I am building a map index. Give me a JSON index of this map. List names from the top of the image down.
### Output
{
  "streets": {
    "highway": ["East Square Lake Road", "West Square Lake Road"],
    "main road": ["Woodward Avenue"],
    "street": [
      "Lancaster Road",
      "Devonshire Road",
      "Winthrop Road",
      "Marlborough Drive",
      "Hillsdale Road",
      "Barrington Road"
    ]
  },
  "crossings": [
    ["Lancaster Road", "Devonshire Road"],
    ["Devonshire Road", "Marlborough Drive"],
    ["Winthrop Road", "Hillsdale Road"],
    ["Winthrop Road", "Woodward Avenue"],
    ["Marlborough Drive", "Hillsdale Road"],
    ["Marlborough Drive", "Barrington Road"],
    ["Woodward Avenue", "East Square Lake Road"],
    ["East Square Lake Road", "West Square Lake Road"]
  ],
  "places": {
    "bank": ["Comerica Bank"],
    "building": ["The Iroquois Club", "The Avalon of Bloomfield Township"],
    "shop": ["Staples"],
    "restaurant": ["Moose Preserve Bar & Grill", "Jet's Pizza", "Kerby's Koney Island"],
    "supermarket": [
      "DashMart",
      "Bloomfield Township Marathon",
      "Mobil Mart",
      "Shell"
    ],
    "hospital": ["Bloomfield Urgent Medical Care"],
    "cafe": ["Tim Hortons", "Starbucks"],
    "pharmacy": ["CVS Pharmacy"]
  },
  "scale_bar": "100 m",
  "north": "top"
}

• Directions
Would you repeat each of the records above exactly?

• Exercise response
I am building a map index. Give me a JSON index of this map. List names from the top of the image down.
### Output
{
  "streets": {
    "highway": ["East Square Lake Road", "West Square Lake Road"],
    "main road": ["Woodward Avenue"],
    "street": [
      "Lancaster Road",
      "Devonshire Road",
      "Winthrop Road",
      "Marlborough Drive",
      "Hillsdale Road",
      "Barrington Road"
    ]
  },
  "crossings": [
    ["Lancaster Road", "Devonshire Road"],
    ["Devonshire Road", "Marlborough Drive"],
    ["Winthrop Road", "Hillsdale Road"],
    ["Winthrop Road", "Woodward Avenue"],
    ["Marlborough Drive", "Hillsdale Road"],
    ["Marlborough Drive", "Barrington Road"],
    ["Woodward Avenue", "East Square Lake Road"],
    ["East Square Lake Road", "West Square Lake Road"]
  ],
  "places": {
    "bank": ["Comerica Bank"],
    "building": ["The Iroquois Club", "The Avalon of Bloomfield Township"],
    "shop": ["Staples"],
    "restaurant": ["Moose Preserve Bar & Grill", "Jet's Pizza", "Kerby's Koney Island"],
    "supermarket": [
      "DashMart",
      "Bloomfield Township Marathon",
      "Mobil Mart",
      "Shell"
    ],
    "hospital": ["Bloomfield Urgent Medical Care"],
    "cafe": ["Tim Hortons", "Starbucks"],
    "pharmacy": ["CVS Pharmacy"]
  },
  "scale_bar": "100 m",
  "north": "top"
}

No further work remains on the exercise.